— What you will do —
Quote all of the data exactly as given. Skip every picture it contains.

— Information supplied —
● ● ●

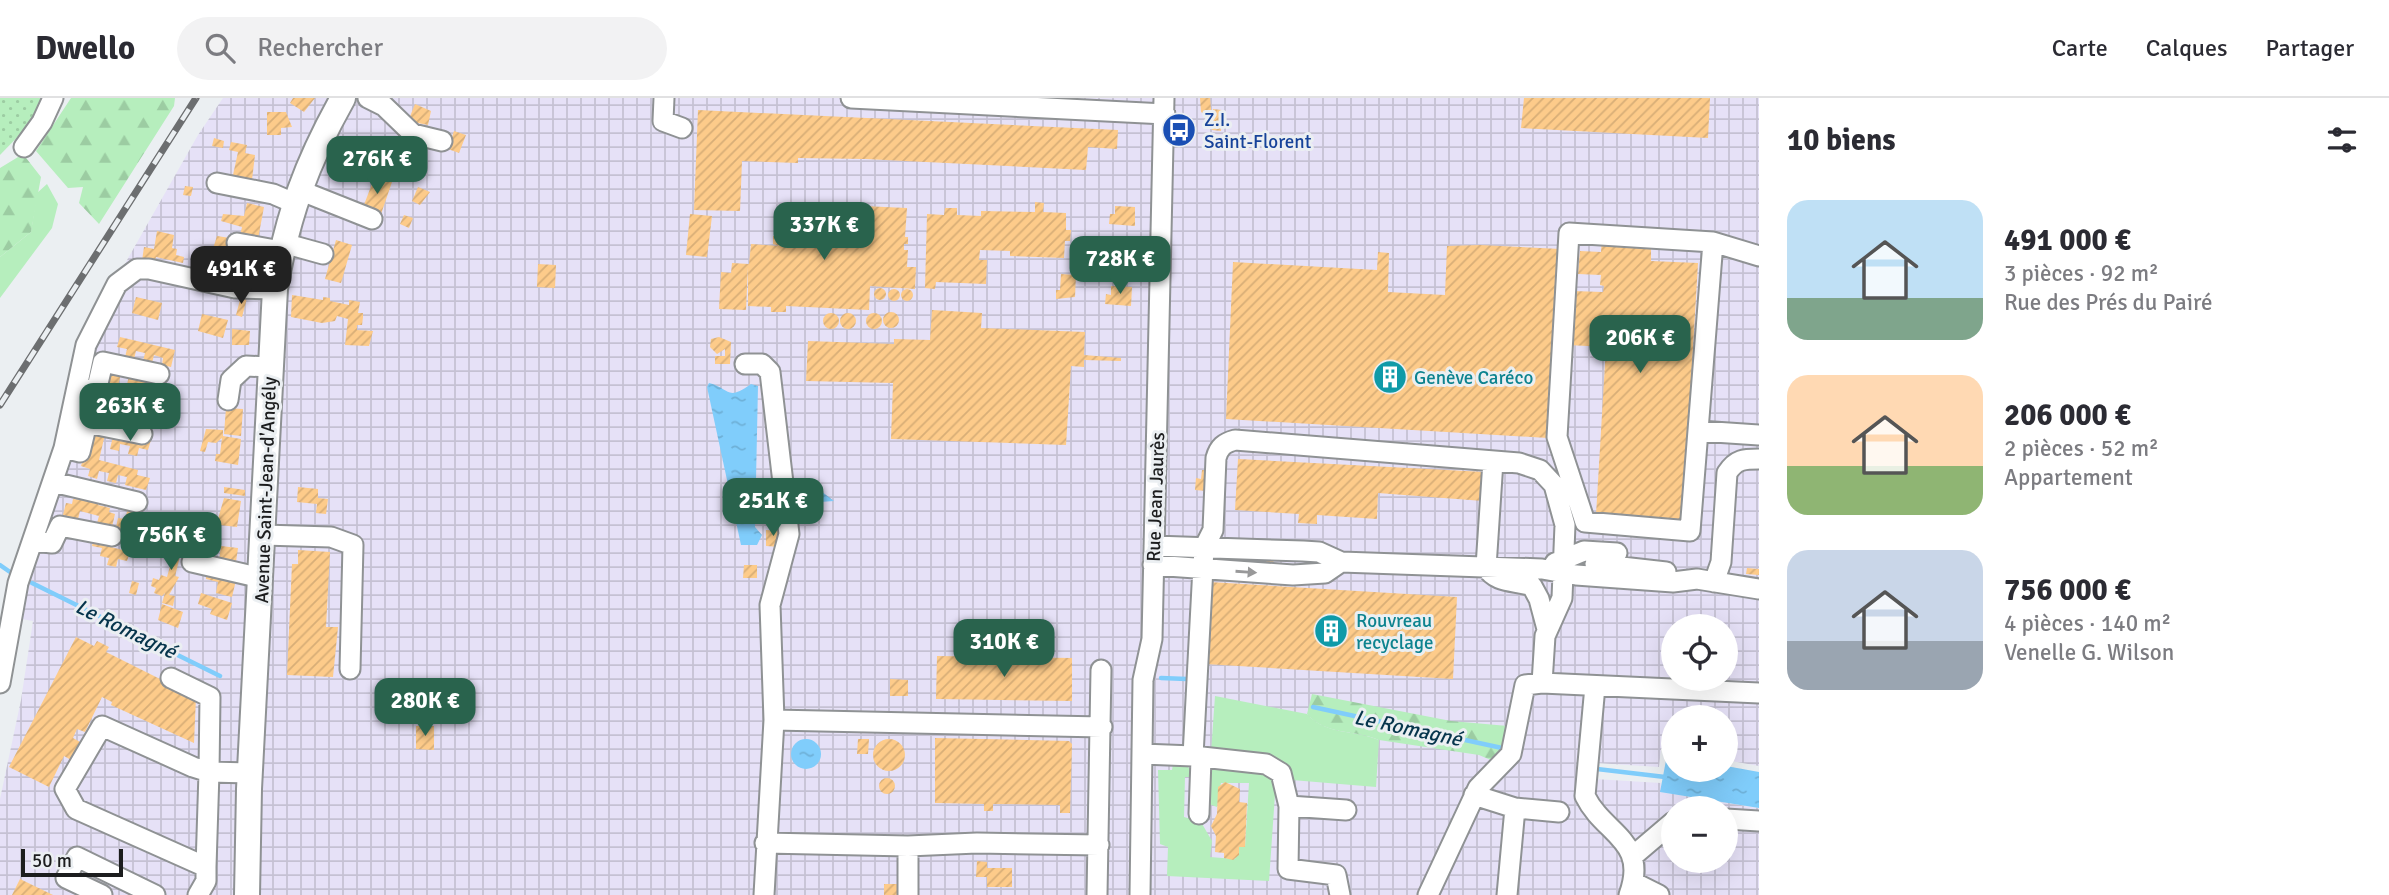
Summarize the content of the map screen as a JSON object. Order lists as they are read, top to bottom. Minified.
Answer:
{"streets":{"main road":["Avenue Saint-Jean-d'Angély"],"street":["Rue Jean Jaurès"]},"water":["Le Romagné"],"places":{"bus stop":["Z.I. Saint-Florent"],"building":["Genève Caréco","Rouvreau recyclage"]},"scale_bar":"50 m","page":{"header":"Dwello","search":"Rechercher","nav":["Carte","Calques","Partager"],"heading":"10 biens","price":["276K €","337K €","728K €","491K €","206K €","263K €","251K €","756K €","310K €","280K €"],"list":[{"name":"491 000 €","note":"3 pièces · 92 m² · Rue des Prés du Pairé"},{"name":"206 000 €","note":"2 pièces · 52 m² · Appartement"},{"name":"756 000 €","note":"4 pièces · 140 m² · Venelle G. Wilson"}],"map_buttons":["+","−"],"scale":"50 m"}}
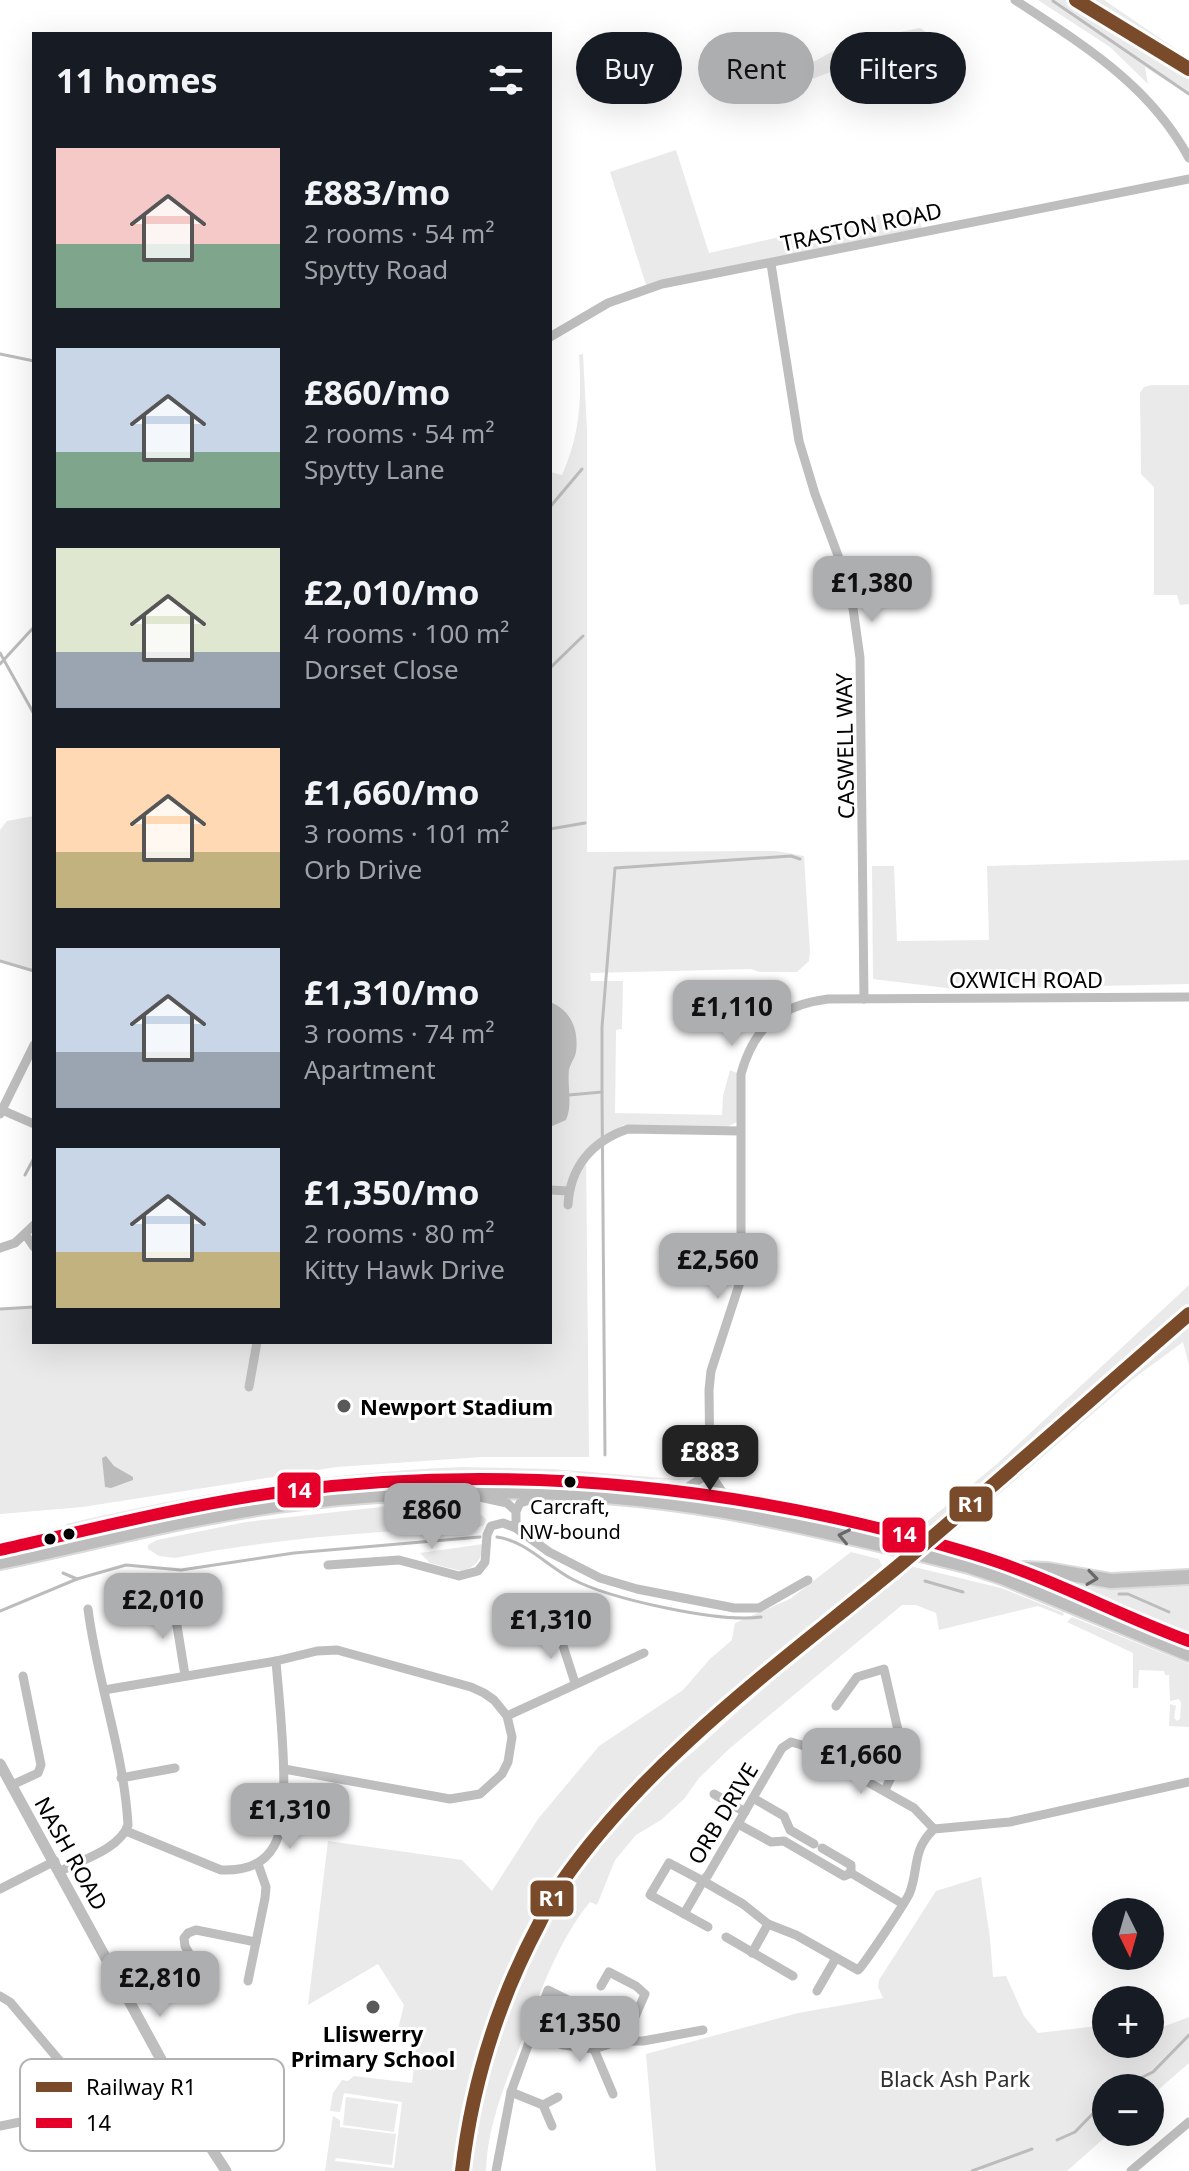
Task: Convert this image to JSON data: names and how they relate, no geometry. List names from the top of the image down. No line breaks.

● ● ●

— Output of the task —
Summarize the content of the map screen as a JSON object. Order lists as they are read, top to bottom. Minified.
Answer:
{"streets":{"main road":["Avenue Saint-Jean-d'Angély"],"street":["Rue Jean Jaurès"]},"water":["Le Romagné"],"places":{"bus stop":["Z.I. Saint-Florent"],"building":["Genève Caréco","Rouvreau recyclage"]},"scale_bar":"50 m","page":{"header":"Dwello","search":"Rechercher","nav":["Carte","Calques","Partager"],"heading":"10 biens","price":["276K €","337K €","728K €","491K €","206K €","263K €","251K €","756K €","310K €","280K €"],"list":[{"name":"491 000 €","note":"3 pièces · 92 m² · Rue des Prés du Pairé"},{"name":"206 000 €","note":"2 pièces · 52 m² · Appartement"},{"name":"756 000 €","note":"4 pièces · 140 m² · Venelle G. Wilson"}],"map_buttons":["+","−"],"scale":"50 m"}}
Task: Convert this image to JSON data: names and how they relate, no geometry. List names from the top of the image down. No line breaks.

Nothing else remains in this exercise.